Painted woodwork conceals some flaws, and reveals others. Notably, it will reveal poor painting skills. I’m not a big fan of painted cabinets, I suppose not many woodworkers are, but in this case they fit in with the existing design.
With painted cabinets, you can use lower grades of wood, but you still can’t go too cheap because you need a smooth surface and you need sharp corners where you make your cuts. Even painted, any tear-out or splintered edges will be obvious flaws. And if your holes and gaps aren’t adequately filled, they will forever be a glaring defect that everyone will see. So you still have to take care even if you’re going to paint what you’re building.
The door frames are pretty narrow (1 1/2″ wide), and as such I felt the need to join them by mortisse and tenon. They need all the strength they can get.
So, above is a pic of me cutting four tenons at once. I taped all four pieces of wood together so they all fit in the jig, and in one pass I made the exact same cut on all four pieces of wood. This may seem foolishly dangerous, but these pieces are so small that they would not fit into the jig one at a time.
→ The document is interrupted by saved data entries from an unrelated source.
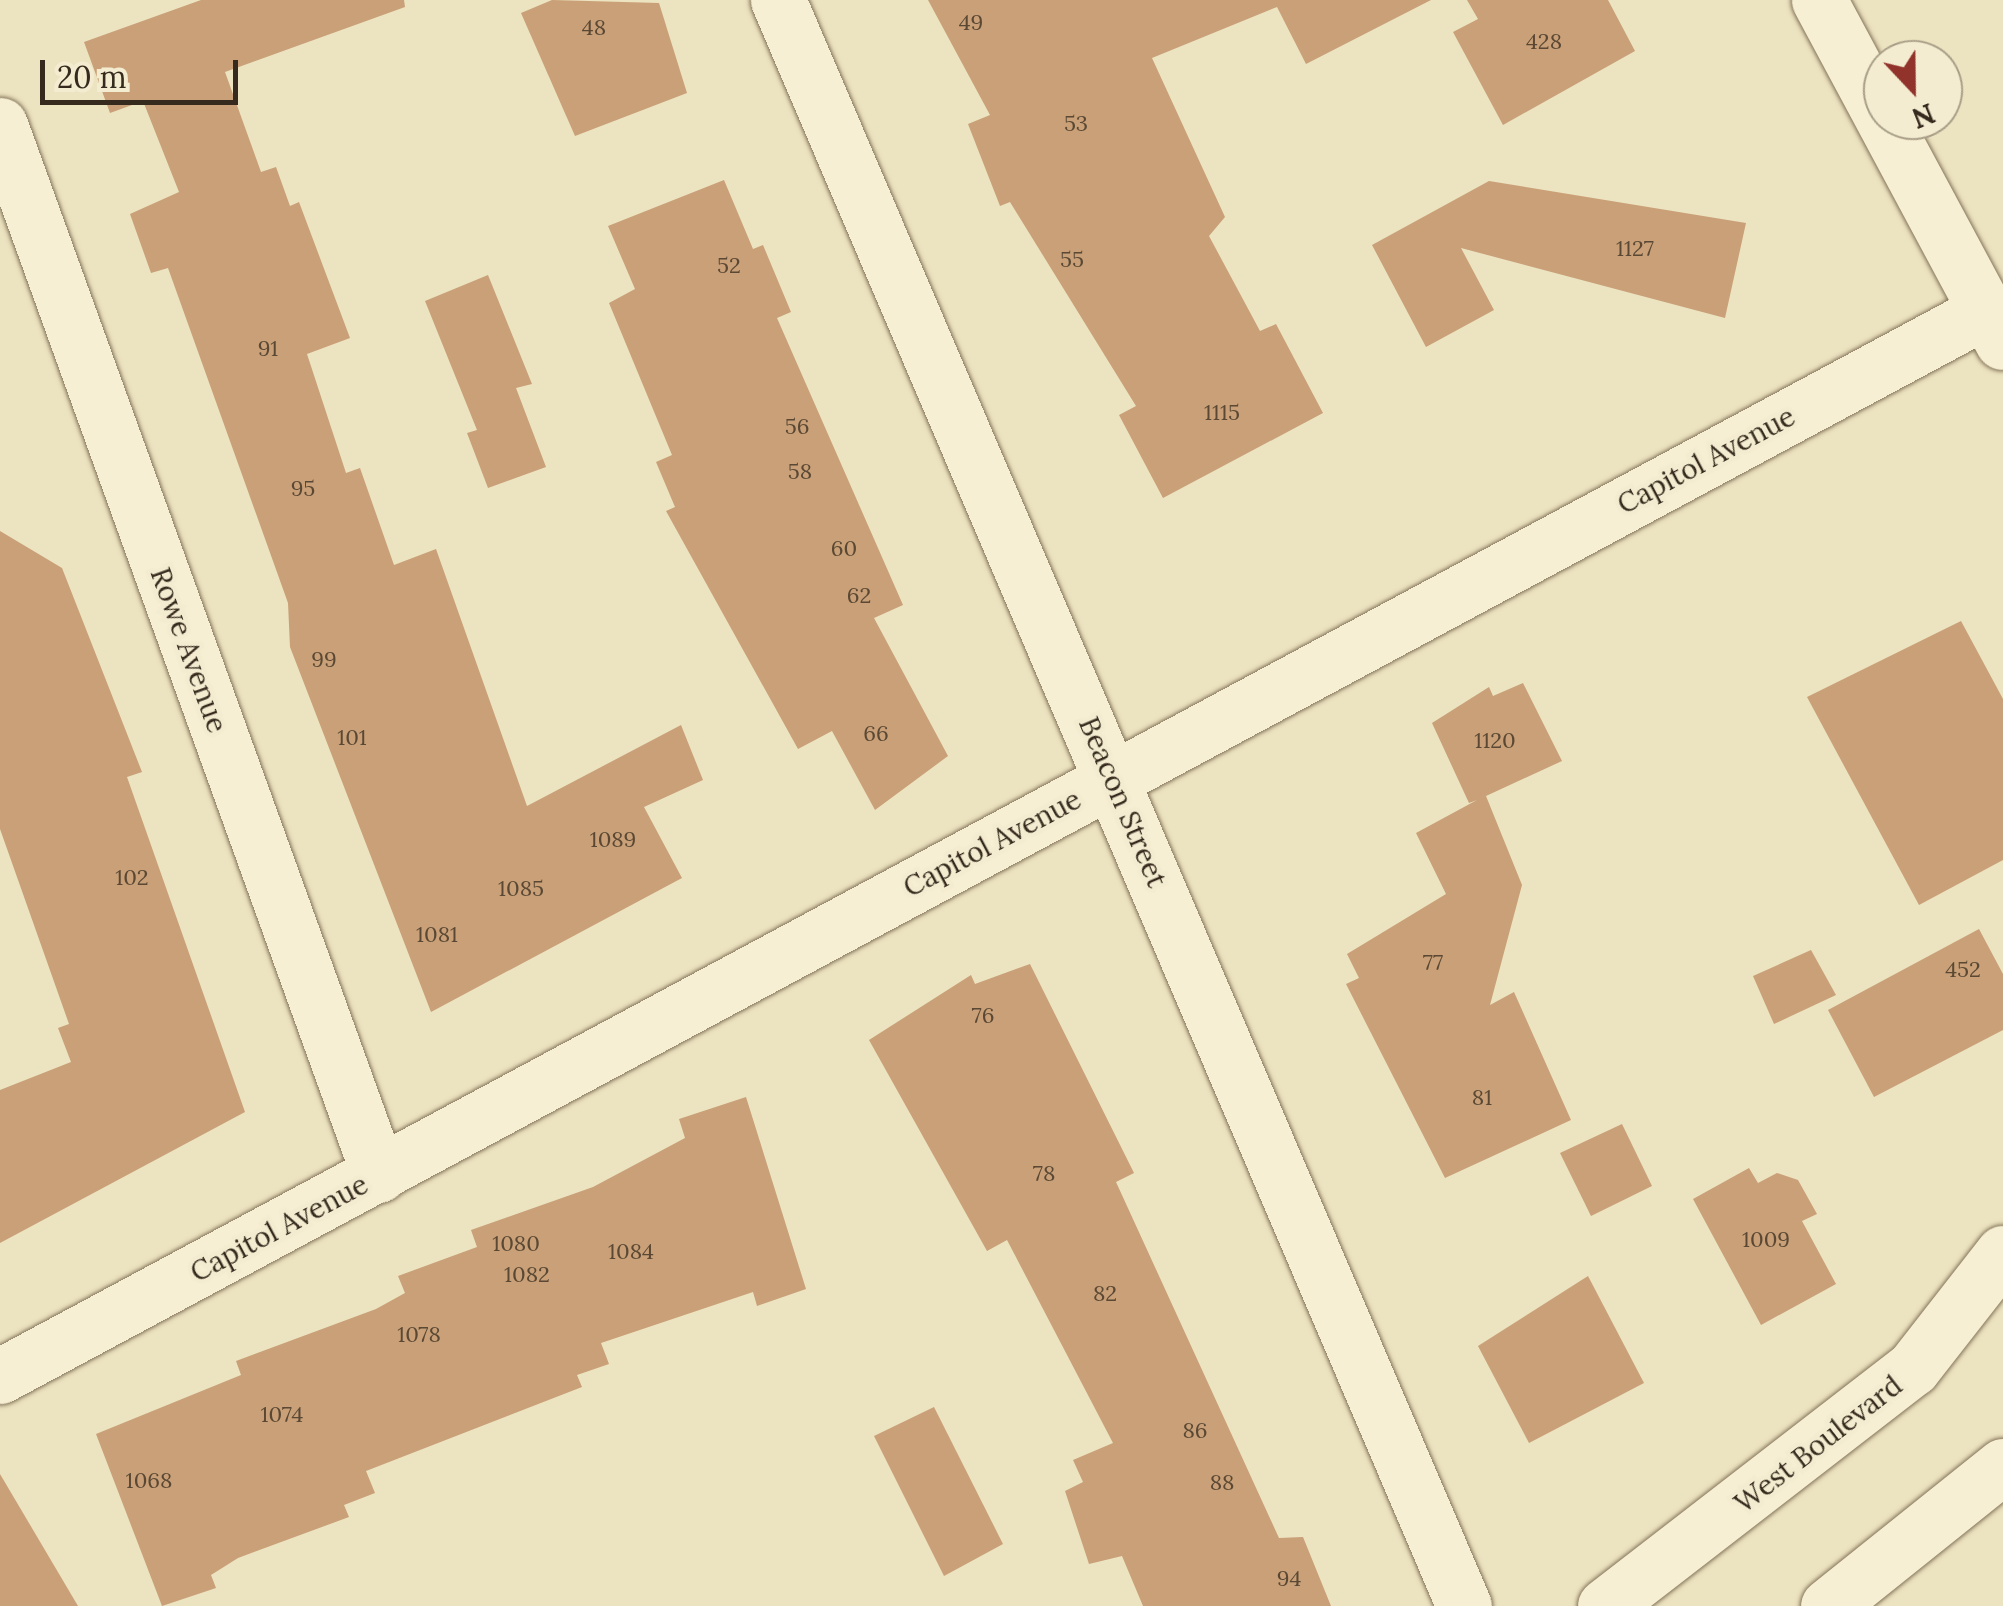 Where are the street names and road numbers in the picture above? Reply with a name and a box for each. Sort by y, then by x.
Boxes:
street label: Capitol Avenue [1611,399,1801,521]
street label: Rowe Avenue [144,563,234,737]
street label: Beacon Street [1072,712,1174,892]
street label: Capitol Avenue [897,782,1087,904]
street label: Capitol Avenue [184,1167,374,1289]
street label: West Boulevard [1728,1368,1908,1520]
Normally when they’re this small I’d just hand cut them, but this seemed to get the job done.
Here’s the frame being assembled. Note the absence of blood; I haven’t lost any fingers yet.
I had to cut out a groove for the mirror. The mirrors are 1/4″ thick glass. I think they’re stronger than the frame I’m putting them in.
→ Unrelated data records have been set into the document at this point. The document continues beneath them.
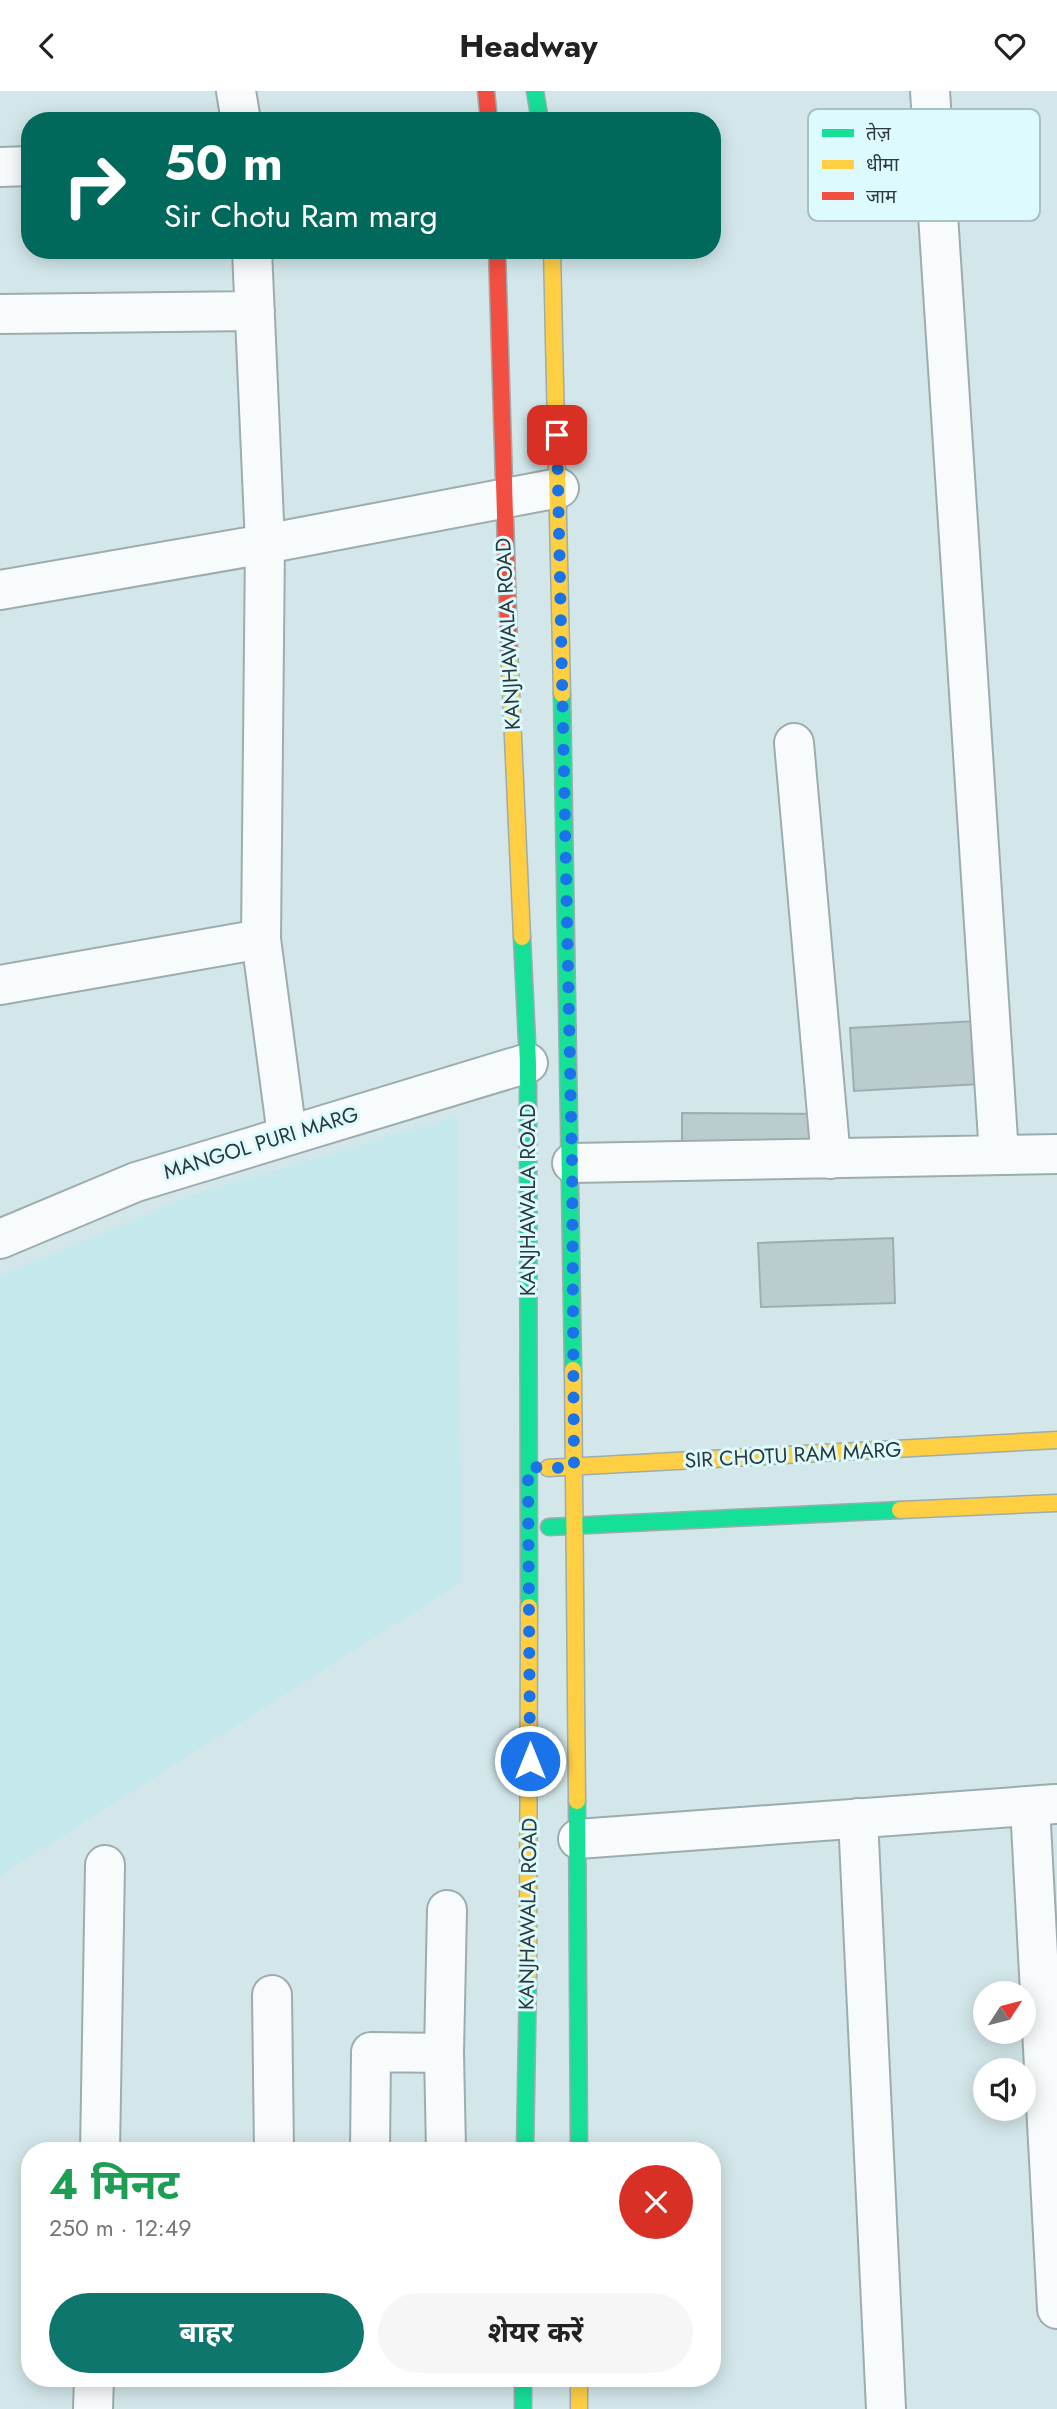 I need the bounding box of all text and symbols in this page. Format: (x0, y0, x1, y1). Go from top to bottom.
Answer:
text: Headway (459, 23, 598, 69)
icon: back (28, 27, 66, 65)
icon: heart (991, 27, 1029, 65)
legend (808, 109, 1040, 221)
text: तेज़ (866, 120, 892, 147)
text: 50 m (164, 128, 283, 198)
icon: right (49, 140, 140, 231)
text: धीमा (866, 151, 900, 178)
text: जाम (866, 183, 897, 210)
text: Sir Chotu Ram marg (164, 193, 438, 239)
pin (527, 405, 587, 465)
icon: arrive (538, 416, 576, 454)
street label: KANJHAWALA ROAD (488, 537, 528, 731)
street label: MANGOL PURI MARG (160, 1099, 362, 1187)
street label: KANJHAWALA ROAD (513, 1104, 543, 1296)
street label: SIR CHOTU RAM MARG (684, 1434, 902, 1476)
position arrow (493, 1724, 567, 1798)
street label: KANJHAWALA ROAD (511, 1818, 545, 2010)
north arrow (973, 1981, 1036, 2044)
map controls (973, 1981, 1036, 2121)
button: sound (973, 2058, 1036, 2121)
text: 4 मिनट (49, 2154, 179, 2215)
button: close (619, 2165, 693, 2239)
text: 250 m · 12:49 (49, 2211, 191, 2245)
button: बाहर (49, 2293, 364, 2373)
button: शेयर करें (378, 2293, 693, 2373)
It fits well. I hope the paint will conceal that tear-out in the wood. (It won’t.)
I’ve had these mirrors over a year. They’re finally going to have a home.
The fit is great. About 1/16″ between the glass and the wood. I’m going to put a bead of silicone gel around the inside of the wood frame and just rest the glass onto it. I have some plywood backings that will go onto the back of the glass. This should be a really solid door for a medicine cabinet.
Now I’m just waiting for the paint to dry.